Source information below:
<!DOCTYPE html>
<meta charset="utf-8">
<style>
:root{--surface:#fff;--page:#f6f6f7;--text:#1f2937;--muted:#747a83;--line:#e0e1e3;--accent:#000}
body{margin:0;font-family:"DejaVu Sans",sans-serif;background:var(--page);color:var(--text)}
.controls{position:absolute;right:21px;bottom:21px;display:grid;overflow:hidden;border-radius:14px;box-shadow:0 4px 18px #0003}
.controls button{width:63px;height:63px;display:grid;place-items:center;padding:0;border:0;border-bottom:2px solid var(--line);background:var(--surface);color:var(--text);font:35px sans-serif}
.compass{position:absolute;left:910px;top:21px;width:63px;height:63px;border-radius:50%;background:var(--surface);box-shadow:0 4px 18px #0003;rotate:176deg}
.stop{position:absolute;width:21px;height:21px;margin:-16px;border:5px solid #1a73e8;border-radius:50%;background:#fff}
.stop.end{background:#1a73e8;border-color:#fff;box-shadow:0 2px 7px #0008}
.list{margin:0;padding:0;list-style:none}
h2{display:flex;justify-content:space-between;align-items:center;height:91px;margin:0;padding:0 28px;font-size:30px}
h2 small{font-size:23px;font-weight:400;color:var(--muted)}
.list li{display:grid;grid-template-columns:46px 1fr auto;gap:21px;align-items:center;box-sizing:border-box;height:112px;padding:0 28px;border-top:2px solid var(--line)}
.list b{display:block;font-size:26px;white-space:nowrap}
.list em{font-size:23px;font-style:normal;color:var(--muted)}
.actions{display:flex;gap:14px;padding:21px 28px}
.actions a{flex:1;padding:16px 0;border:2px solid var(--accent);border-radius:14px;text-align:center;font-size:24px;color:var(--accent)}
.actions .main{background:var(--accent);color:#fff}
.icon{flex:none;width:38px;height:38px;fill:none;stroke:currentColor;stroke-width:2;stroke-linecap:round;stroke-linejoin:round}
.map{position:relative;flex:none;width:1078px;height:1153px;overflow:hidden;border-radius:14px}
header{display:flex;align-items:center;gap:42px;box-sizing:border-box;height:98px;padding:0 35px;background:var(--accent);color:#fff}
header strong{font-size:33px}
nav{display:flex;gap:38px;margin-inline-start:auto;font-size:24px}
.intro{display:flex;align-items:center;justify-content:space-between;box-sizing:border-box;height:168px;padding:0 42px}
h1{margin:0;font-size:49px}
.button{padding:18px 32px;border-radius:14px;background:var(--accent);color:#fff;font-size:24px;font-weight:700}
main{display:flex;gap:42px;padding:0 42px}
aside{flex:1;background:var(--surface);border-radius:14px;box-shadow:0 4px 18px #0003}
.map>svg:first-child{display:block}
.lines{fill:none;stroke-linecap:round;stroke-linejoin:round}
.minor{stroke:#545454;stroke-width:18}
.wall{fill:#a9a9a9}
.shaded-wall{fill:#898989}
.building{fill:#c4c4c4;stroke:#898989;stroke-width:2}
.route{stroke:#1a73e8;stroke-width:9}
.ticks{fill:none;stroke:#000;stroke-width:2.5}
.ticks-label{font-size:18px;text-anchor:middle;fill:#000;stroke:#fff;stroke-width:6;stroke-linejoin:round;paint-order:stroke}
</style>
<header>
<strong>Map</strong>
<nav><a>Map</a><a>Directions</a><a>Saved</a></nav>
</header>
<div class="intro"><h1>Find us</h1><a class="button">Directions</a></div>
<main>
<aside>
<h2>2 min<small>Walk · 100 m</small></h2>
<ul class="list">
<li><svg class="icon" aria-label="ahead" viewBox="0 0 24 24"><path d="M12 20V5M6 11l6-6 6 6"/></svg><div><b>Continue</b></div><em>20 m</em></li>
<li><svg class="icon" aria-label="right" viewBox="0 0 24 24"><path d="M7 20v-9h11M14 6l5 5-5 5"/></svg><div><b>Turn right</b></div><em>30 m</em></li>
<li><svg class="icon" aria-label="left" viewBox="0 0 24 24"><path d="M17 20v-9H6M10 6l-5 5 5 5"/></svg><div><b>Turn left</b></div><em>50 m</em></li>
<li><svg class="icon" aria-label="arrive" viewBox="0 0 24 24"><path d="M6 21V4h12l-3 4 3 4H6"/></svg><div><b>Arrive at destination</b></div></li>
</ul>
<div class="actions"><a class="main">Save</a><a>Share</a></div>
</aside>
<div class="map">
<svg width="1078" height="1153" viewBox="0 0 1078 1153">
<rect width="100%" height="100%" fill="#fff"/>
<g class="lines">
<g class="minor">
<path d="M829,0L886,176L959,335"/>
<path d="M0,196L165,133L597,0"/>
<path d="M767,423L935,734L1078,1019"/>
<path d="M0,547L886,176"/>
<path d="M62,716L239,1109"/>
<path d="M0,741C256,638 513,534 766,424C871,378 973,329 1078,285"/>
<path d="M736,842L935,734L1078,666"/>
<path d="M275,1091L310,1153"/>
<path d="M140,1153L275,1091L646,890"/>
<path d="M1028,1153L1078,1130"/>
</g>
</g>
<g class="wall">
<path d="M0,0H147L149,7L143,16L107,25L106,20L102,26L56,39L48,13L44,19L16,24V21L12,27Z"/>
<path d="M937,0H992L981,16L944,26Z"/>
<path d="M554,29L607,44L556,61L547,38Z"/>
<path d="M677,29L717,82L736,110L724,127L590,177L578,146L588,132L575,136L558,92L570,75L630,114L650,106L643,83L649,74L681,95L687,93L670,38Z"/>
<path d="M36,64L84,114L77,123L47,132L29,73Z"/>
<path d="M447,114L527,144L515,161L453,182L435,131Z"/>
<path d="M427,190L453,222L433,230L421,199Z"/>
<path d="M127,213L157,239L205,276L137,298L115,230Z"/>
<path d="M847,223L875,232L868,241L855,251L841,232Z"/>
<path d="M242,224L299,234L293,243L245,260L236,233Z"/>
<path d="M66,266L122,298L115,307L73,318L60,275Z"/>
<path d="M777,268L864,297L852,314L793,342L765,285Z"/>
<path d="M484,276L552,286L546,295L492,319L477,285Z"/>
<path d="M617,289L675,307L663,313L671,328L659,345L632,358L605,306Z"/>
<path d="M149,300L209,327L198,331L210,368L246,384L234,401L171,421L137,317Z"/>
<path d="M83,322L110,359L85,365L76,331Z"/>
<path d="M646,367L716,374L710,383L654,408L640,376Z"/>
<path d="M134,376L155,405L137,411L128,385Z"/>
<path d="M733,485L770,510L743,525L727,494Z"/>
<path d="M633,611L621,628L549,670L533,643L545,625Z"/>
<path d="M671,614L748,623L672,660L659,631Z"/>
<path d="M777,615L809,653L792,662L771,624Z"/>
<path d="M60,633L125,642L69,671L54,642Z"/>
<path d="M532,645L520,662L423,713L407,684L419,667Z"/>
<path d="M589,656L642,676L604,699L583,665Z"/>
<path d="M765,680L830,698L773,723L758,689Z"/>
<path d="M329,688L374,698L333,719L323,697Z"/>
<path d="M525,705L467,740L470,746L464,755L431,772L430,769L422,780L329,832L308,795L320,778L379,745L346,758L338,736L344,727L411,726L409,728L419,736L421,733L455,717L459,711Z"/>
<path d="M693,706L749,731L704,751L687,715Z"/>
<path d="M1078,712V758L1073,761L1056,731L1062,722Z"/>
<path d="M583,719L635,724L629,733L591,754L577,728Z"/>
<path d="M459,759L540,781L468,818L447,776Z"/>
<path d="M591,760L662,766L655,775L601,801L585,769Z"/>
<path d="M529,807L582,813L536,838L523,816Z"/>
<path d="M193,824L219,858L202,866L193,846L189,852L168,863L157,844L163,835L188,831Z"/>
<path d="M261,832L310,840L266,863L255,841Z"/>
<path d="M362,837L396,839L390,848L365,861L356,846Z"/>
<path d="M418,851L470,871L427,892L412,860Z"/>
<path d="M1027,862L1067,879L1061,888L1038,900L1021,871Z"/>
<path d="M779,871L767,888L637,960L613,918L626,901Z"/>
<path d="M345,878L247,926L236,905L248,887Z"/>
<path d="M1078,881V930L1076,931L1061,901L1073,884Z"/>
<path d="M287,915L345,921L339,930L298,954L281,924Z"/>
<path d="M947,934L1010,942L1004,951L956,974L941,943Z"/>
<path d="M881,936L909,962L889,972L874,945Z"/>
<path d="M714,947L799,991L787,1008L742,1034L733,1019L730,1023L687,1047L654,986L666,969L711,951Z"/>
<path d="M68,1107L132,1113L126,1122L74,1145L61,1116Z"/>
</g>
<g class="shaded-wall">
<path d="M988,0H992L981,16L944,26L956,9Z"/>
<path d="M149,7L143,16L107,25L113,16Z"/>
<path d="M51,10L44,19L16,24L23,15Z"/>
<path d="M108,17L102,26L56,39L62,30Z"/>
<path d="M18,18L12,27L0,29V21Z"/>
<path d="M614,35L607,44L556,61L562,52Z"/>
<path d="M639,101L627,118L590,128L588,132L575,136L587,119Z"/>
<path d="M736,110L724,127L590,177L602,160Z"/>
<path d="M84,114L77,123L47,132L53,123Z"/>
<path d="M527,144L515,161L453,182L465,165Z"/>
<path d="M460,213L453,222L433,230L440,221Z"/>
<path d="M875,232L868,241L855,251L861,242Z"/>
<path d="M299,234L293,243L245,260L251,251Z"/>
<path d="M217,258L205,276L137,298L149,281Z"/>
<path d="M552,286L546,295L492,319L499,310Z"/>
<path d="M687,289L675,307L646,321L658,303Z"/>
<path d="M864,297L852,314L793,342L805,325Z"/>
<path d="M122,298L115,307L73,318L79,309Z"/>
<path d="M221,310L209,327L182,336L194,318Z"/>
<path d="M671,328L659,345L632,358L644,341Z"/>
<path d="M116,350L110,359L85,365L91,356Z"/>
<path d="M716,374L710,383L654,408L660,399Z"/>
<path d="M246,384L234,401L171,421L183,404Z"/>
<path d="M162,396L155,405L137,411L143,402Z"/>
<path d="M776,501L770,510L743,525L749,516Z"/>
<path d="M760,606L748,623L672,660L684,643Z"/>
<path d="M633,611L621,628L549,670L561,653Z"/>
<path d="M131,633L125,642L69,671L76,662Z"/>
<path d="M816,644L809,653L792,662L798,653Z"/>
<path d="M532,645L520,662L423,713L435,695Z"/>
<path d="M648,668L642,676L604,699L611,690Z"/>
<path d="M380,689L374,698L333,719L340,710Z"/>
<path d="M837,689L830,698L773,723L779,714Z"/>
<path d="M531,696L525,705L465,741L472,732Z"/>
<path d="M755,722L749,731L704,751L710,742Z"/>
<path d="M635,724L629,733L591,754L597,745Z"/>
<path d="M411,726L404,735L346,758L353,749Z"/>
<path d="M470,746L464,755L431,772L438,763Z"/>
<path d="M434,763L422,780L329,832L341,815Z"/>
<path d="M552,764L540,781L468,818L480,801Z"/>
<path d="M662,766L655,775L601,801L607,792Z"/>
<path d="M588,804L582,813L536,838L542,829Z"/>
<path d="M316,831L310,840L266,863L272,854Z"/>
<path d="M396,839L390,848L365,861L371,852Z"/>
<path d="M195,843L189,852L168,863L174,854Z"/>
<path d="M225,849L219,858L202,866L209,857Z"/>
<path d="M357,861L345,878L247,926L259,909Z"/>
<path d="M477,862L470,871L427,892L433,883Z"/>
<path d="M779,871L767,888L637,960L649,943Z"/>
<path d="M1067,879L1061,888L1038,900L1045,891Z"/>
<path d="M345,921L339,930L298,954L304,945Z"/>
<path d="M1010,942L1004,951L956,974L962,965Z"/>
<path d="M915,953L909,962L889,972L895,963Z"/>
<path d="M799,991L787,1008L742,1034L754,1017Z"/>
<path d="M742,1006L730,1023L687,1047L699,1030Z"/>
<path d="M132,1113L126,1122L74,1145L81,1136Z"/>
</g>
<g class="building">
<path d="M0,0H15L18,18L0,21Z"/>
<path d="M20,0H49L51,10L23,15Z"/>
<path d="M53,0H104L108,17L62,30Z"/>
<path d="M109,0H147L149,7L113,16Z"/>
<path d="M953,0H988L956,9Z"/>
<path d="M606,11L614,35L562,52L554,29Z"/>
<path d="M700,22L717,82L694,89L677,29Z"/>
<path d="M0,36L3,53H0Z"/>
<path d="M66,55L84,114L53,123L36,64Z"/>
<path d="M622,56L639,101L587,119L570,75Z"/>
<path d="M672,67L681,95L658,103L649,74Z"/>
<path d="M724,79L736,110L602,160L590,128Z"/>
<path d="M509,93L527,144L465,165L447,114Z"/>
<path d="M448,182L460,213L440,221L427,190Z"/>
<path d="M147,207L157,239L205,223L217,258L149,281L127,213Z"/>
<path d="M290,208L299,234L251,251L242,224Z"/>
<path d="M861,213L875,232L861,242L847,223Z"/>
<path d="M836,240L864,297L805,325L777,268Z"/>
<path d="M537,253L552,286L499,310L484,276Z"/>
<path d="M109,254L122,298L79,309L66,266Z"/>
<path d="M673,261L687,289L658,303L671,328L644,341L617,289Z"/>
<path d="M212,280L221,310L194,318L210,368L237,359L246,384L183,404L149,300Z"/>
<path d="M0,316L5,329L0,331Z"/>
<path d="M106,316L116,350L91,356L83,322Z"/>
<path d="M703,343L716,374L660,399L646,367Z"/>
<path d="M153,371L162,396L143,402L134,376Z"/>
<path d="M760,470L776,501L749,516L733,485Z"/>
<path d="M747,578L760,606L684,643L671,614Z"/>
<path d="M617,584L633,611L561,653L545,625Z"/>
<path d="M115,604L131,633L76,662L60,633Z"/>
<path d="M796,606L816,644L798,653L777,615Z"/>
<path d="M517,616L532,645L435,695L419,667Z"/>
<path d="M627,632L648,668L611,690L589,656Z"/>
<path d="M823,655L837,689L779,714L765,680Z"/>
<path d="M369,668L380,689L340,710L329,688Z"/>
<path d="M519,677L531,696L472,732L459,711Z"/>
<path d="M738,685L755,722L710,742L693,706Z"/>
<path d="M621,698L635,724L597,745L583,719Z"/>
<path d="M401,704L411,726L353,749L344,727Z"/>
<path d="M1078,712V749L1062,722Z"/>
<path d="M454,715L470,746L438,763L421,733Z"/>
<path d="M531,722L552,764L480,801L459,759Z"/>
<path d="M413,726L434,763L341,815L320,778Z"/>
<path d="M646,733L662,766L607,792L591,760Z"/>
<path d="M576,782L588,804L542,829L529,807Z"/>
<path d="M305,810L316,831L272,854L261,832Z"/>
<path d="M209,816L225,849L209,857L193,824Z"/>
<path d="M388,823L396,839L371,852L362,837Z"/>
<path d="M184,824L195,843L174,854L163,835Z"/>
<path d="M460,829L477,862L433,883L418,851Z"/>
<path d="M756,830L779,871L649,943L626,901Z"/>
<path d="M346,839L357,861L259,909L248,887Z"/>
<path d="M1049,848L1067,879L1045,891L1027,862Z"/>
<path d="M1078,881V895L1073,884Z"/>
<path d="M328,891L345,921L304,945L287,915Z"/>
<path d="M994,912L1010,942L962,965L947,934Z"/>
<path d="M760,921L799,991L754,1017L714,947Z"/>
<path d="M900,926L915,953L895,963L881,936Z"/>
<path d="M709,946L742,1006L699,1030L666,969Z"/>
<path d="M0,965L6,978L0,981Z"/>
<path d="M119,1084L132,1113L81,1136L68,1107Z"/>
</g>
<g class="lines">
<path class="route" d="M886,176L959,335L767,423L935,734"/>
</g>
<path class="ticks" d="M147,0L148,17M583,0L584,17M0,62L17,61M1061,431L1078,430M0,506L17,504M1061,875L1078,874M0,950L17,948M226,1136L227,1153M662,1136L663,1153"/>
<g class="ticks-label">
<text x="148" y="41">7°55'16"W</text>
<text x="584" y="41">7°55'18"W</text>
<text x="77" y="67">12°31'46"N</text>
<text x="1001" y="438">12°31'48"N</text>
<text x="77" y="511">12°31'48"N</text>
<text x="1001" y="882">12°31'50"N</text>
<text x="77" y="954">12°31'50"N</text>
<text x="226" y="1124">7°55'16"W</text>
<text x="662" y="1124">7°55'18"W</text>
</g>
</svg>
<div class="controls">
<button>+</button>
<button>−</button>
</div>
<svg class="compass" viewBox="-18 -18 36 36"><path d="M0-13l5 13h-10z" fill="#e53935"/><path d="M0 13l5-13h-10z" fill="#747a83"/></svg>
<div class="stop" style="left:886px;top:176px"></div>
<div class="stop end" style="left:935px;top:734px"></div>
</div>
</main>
End of Source information.
Task statement: Each line of the entries that contains the word "absolute" should be listed.

Solved problem:
.controls{position:absolute;right:21px;bottom:21px;display:grid;overflow:hidden;border-radius:14px;box-shadow:0 4px 18px #0003}
.compass{position:absolute;left:910px;top:21px;width:63px;height:63px;border-radius:50%;background:var(--surface);box-shadow:0 4px 18px #0003;rotate:176deg}
.stop{position:absolute;width:21px;height:21px;margin:-16px;border:5px solid #1a73e8;border-radius:50%;background:#fff}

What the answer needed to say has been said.